For most people, a financial power of attorney can be a very important tool for answering these questions. Financial powers of attorney come with many different titles, like “general power of attorney” and “power of attorney for asset and property management.” The title doesn’t matter very much. We like to call it a “durable power of attorney for financial matters” (DPAFM). In this article, we share what we think are the most important things you should know about the DPAFM. This article reflects the powers of attorney provisions of the California statutes; the statutes allow individualized DPAFM language to override the statutes at times.
The Basics
A DPAFM is a legal document. In it, you name another person (usually a trusted family member or friend) to handle financial affairs on your behalf, if you become incapacitated.

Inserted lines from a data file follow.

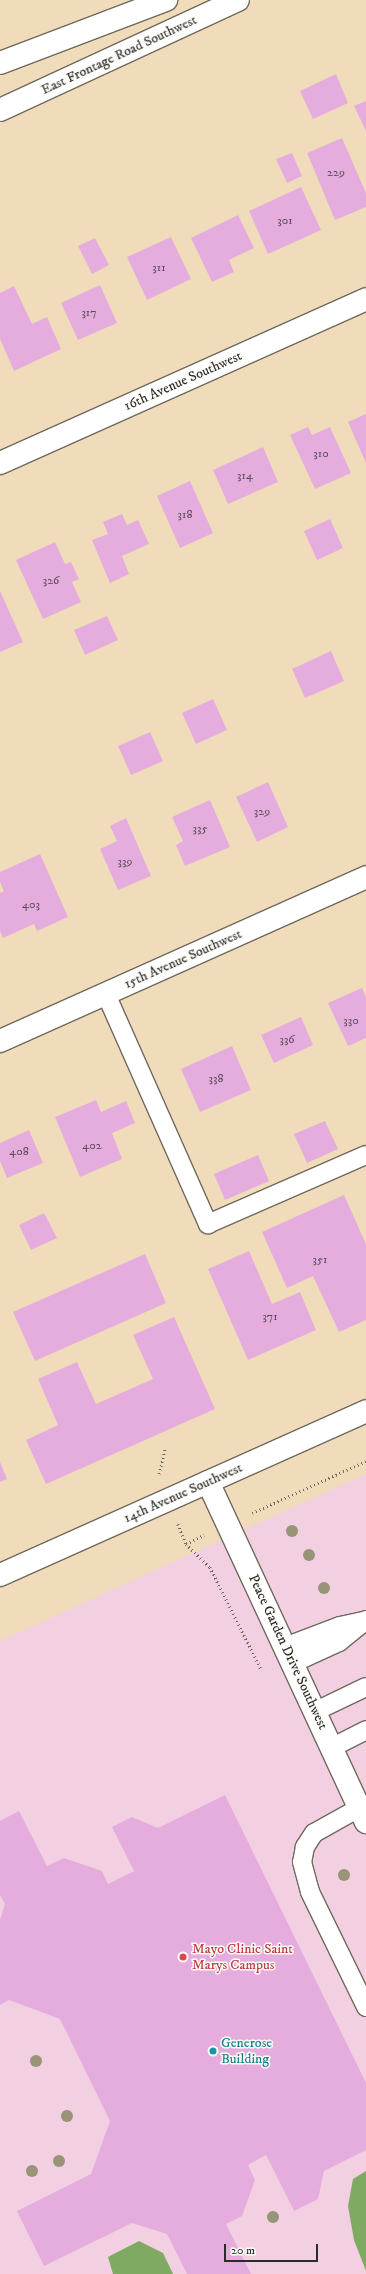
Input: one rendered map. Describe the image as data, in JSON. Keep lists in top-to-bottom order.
{
  "streets": {
    "main road": [
      "East Frontage Road Southwest",
      "16th Avenue Southwest",
      "15th Avenue Southwest",
      "14th Avenue Southwest",
      "Peace Garden Drive Southwest"
    ]
  },
  "crossings": [
    ["14th Avenue Southwest", "Peace Garden Drive Southwest"]
  ],
  "places": ["Mayo Clinic Saint Marys Campus", "Generose Building"],
  "house_numbers": [
    "229",
    "301",
    "311",
    "317",
    "310",
    "314",
    "318",
    "326",
    "329",
    "335",
    "339",
    "403",
    "330",
    "336",
    "338",
    "402",
    "408",
    "351",
    "371"
  ],
  "scale_bar": "20 m"
}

The individual who signs the DPAFM is called the “Principal,” and the individual authorized to act on the Principal’s behalf is called the “Attorney-in-Fact” or “Agent.” Giving the Agent the power to act on the Principal’s behalf does not take away the Principal’s power to act. The Principal retains power over his or her assets as long as the Principal continues to have the mental capacity to handle his or her own affairs.

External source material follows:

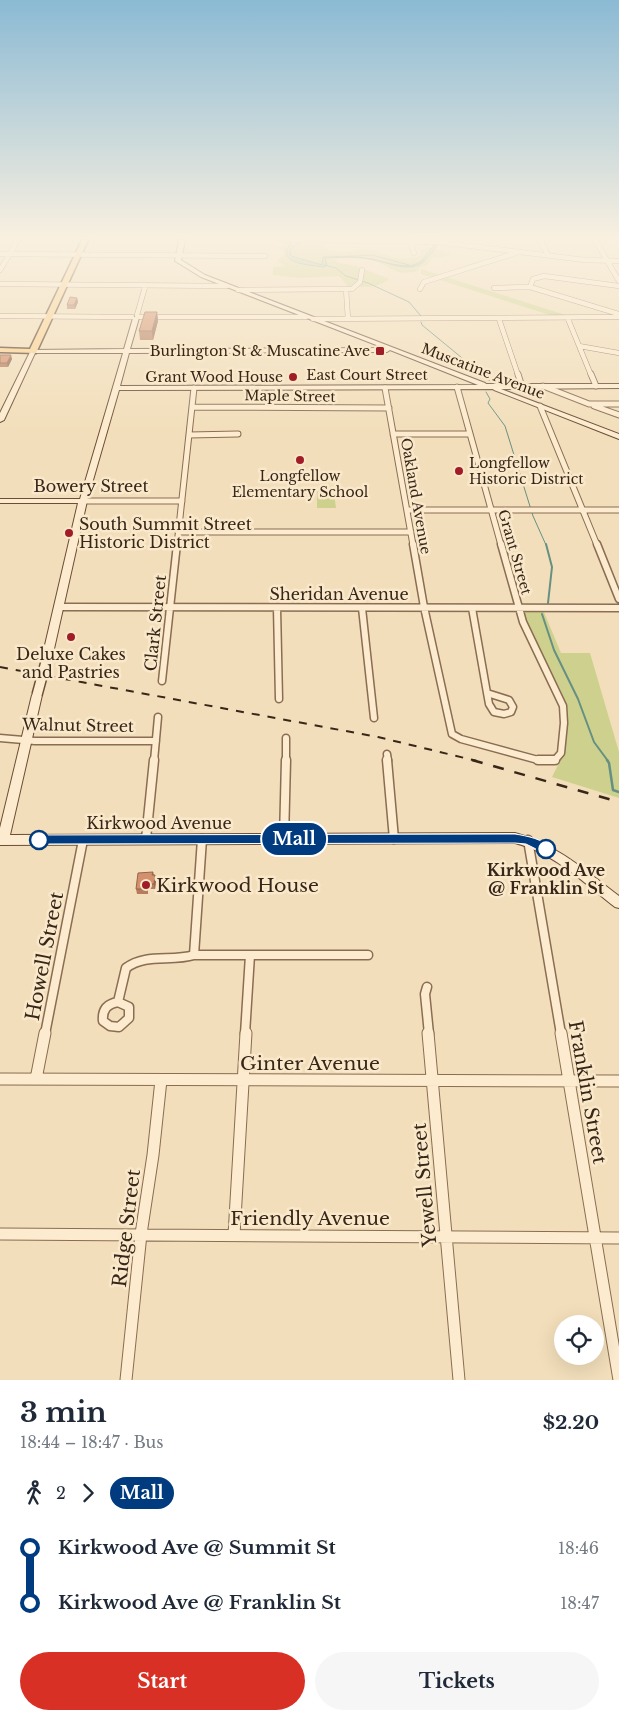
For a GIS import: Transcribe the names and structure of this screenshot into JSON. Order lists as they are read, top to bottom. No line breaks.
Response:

To use a power of attorney in incapacity planning, it must be made “durable.” Being durable means that it will remain in effect if the Principal becomes incapacitated. To be durable, a financial power of attorney must include one of the following,
- The statement that “this power of attorney shall not be affected by subsequent incapacity of the principal” or
- The statement that “this power of attorney shall become effective upon the incapacity of the principal” or
- Similar language stating the Principal’s intent that the Agent will have authority under the power of attorney even if the Principal becomes incapacitated.
- If a power of attorney is not durable, the Agent’s power to act for the Principal would end just at the time when the Principal is no longer able to manage his or her own affairs.
Powers Given to the Agent
A DPAFM can be general or limited. A general DPAFM gives the Agent broad powers to act on the Principal’s behalf; a limited DPAFM grants the Agent the power to act only in certain circumstances or for a certain period of time.
There are certain acts that an Agent may not take unless they are explicitly authorized in the DPAFM. For example, the Agent may not make gifts or make a loan to the Agent unless those powers are expressly stated in the DPAFM. The Agent may not amend or revoke the Principal’s living trust, unless the DPAFM expressly states that power. The Principal should be sure that the DPAFM clearly grants all of the powers desired to be given to the Agent.
The DPAFM gives the Agent the right to deal with assets owned by the Principal at the time the power of attorney becomes effective, and (unless the DPAFM provides otherwise) with assets the Principal acquires in the future.
DPAFMs and Living Trusts
In general, a person who has a living trust should also have a DPAFM. If you create a living trust and become incapacitated, your successor trustee will manage the trust assets on your behalf. Assets not owned by the trust (for example, IRAs) would be managed under the DPAFM.
Note that, if you provide in your DPAFM that your Agent may amend or revoke your living trust, you need to include a similar provision in your living trust.
Choosing Agents
A DPAFM can give the Agent extensive power over the Principal’s assets. The Agent must be selected with care. Factors to consider include :
- Whether the person can be trusted to handle the Principal’s financial matters in the Principal’s best interest; and
- Whether the person has good financial skills; and
- Whether the person will be available when needed.
We recommend that the Principal name a second and a third person to serve as successor Agents, to plan for the possibility that the Principal’s prior choices are unable or unwilling to act.
Naming Co-Agents
The principal can name “Co-Agents” – two or more Agents authorized to act at the same time. In that case, unless the DPAFM states that Co-Agents may act independently, the Co-Agents must act unanimously.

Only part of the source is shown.